■ WORK INSTRUCTION
How many of the lines below include the word "image"? Only the number should be given.

SUPPLIED DATA: Begin

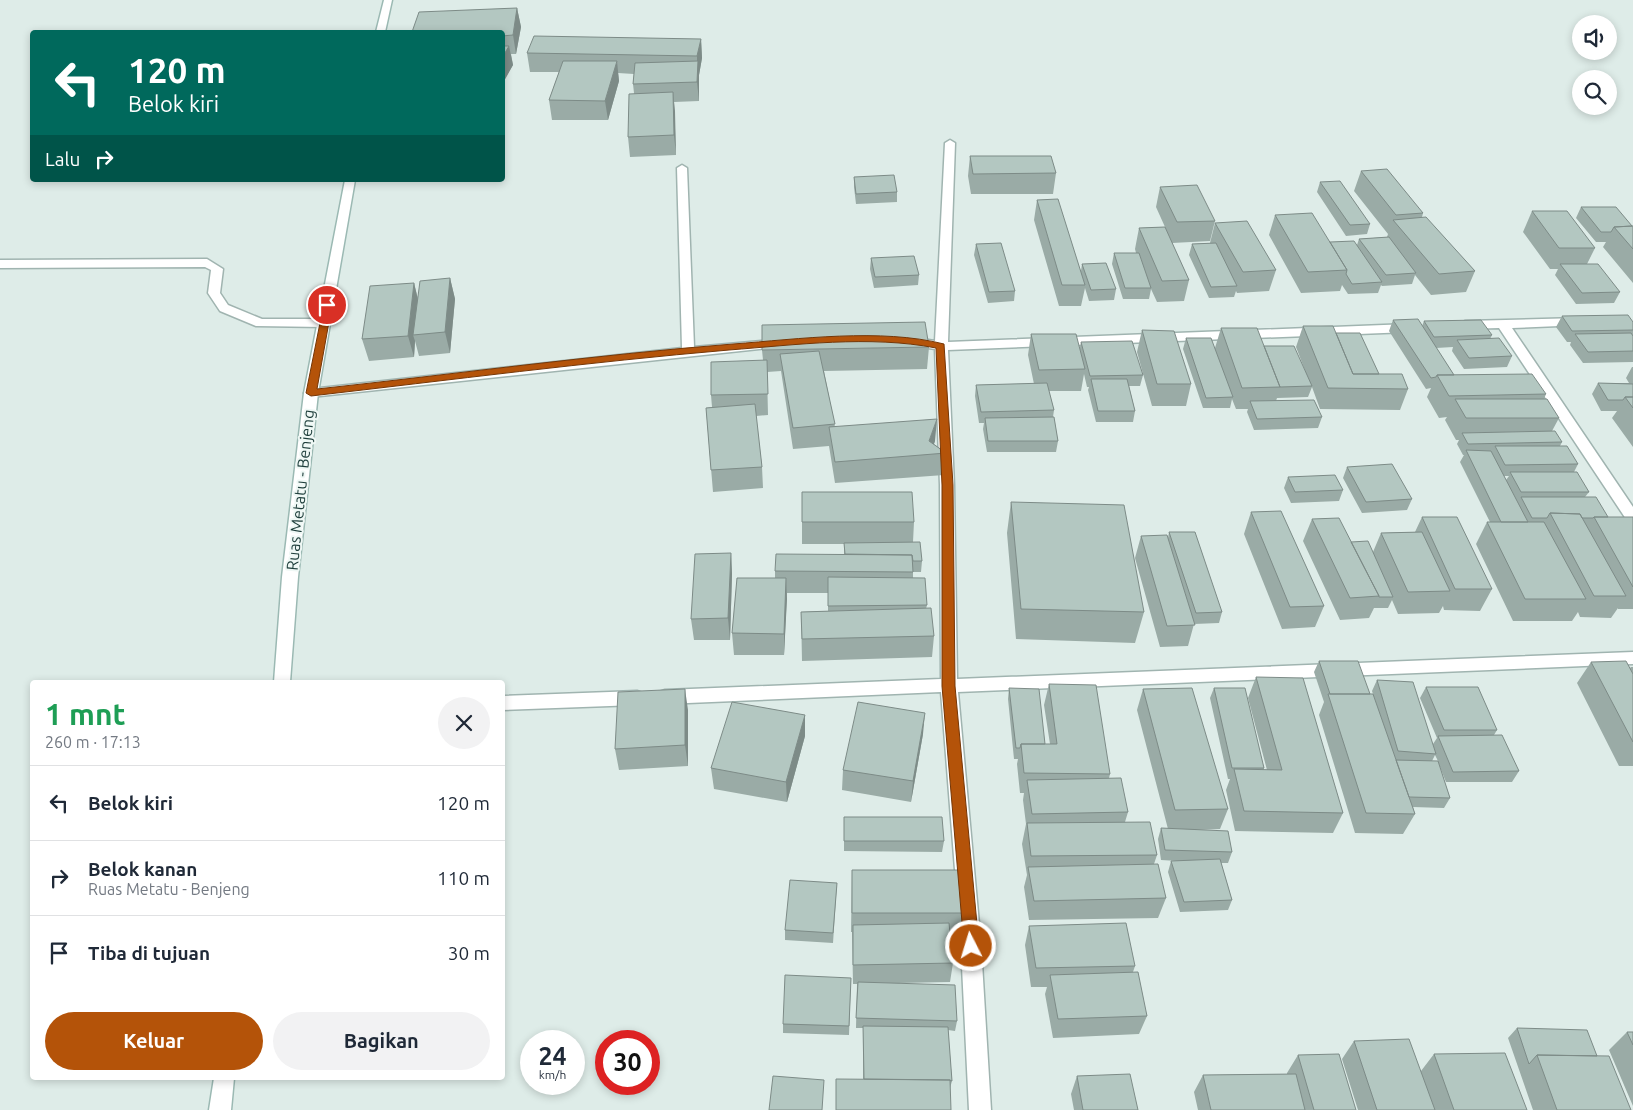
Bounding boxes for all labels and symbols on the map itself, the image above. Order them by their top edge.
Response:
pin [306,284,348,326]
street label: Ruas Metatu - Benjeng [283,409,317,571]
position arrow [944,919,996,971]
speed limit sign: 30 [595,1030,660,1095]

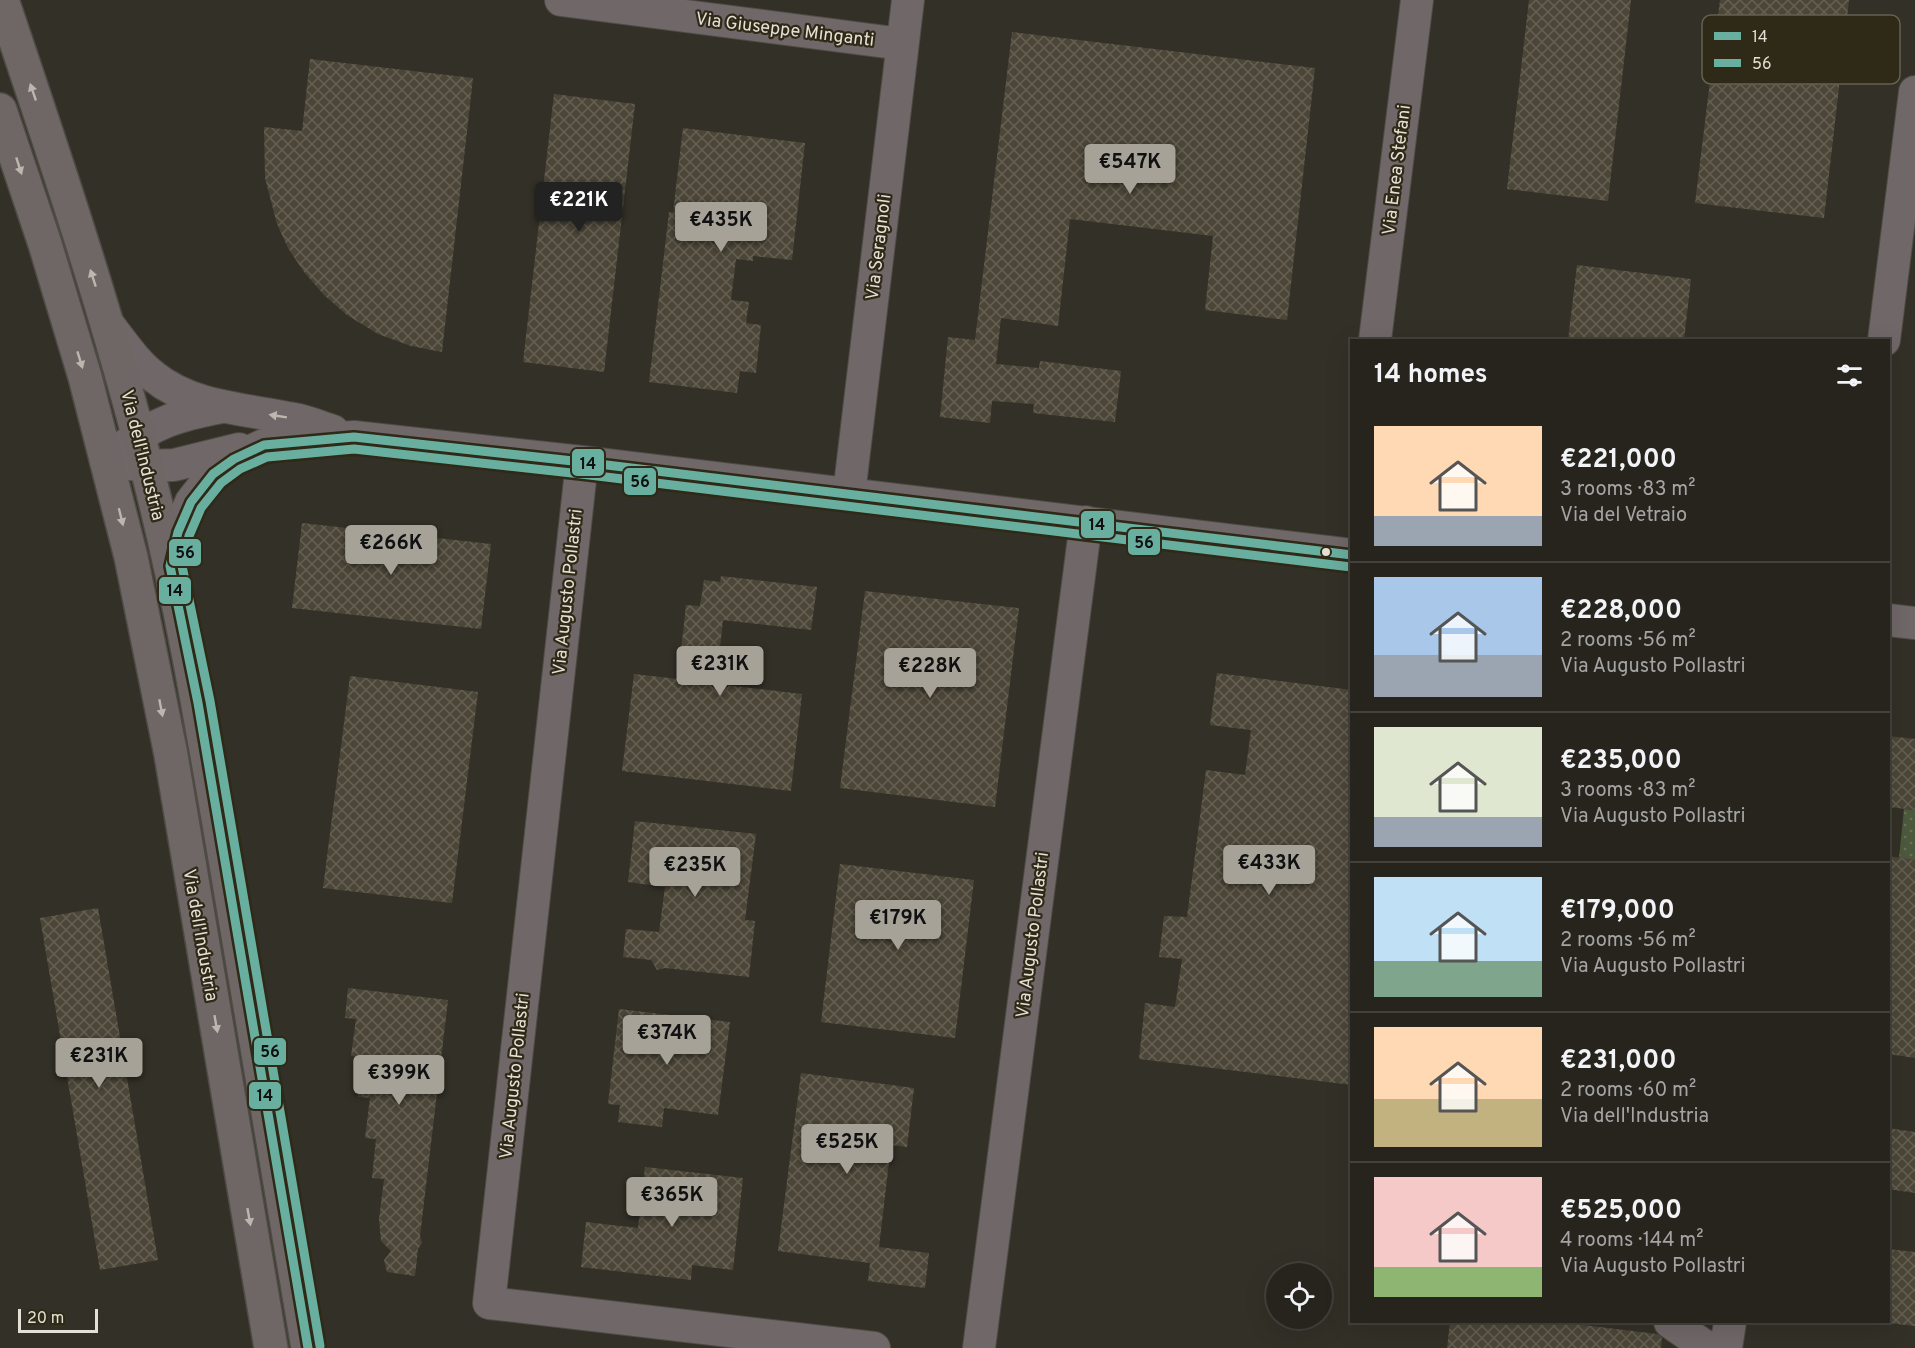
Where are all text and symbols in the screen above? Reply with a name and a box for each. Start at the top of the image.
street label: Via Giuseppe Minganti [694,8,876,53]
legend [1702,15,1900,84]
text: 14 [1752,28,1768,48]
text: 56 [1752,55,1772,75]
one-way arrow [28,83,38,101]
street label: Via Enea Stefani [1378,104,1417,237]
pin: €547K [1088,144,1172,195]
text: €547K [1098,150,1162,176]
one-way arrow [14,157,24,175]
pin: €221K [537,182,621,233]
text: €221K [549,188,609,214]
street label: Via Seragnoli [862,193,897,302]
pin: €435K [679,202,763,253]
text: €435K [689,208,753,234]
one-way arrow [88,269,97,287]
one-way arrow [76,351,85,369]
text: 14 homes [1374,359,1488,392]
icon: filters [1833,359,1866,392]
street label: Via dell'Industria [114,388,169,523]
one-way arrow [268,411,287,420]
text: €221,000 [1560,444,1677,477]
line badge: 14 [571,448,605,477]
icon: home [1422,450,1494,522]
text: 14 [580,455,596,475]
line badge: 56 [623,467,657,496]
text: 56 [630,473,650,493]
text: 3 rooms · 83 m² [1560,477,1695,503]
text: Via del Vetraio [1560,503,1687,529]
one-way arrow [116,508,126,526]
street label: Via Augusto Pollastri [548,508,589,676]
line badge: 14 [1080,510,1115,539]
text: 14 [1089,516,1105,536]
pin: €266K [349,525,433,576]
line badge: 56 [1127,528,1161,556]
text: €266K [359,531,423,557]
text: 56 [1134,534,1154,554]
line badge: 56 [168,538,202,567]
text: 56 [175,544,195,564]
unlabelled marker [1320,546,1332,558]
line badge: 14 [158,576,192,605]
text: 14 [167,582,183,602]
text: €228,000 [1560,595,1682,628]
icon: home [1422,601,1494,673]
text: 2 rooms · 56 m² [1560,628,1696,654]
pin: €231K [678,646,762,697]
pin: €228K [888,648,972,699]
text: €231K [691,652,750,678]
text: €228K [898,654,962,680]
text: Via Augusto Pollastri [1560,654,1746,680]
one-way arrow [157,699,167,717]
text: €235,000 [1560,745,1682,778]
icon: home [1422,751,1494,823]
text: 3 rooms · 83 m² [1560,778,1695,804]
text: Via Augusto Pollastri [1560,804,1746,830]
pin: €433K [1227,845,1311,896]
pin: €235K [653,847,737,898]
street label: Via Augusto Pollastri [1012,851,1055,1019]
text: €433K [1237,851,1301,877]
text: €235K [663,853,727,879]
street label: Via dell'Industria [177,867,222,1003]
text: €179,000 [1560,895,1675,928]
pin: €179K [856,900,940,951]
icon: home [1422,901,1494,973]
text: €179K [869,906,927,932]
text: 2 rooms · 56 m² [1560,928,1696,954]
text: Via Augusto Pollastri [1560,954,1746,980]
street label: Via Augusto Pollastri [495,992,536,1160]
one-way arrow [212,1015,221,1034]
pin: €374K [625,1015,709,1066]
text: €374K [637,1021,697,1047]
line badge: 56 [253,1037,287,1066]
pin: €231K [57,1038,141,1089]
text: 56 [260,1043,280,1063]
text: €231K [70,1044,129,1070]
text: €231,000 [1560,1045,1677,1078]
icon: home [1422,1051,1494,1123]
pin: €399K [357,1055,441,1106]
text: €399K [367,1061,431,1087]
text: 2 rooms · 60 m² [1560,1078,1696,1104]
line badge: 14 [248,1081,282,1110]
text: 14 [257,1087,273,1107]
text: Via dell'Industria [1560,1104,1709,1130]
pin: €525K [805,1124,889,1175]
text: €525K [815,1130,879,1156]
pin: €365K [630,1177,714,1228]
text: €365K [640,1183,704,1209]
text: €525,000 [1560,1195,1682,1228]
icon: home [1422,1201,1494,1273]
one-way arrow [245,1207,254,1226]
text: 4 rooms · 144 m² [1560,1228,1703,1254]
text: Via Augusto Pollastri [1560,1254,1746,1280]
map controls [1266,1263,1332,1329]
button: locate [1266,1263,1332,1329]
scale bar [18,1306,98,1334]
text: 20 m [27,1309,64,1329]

SUPPLIED DATA: End

■ RESPONSE TO THIS EXERCISE
2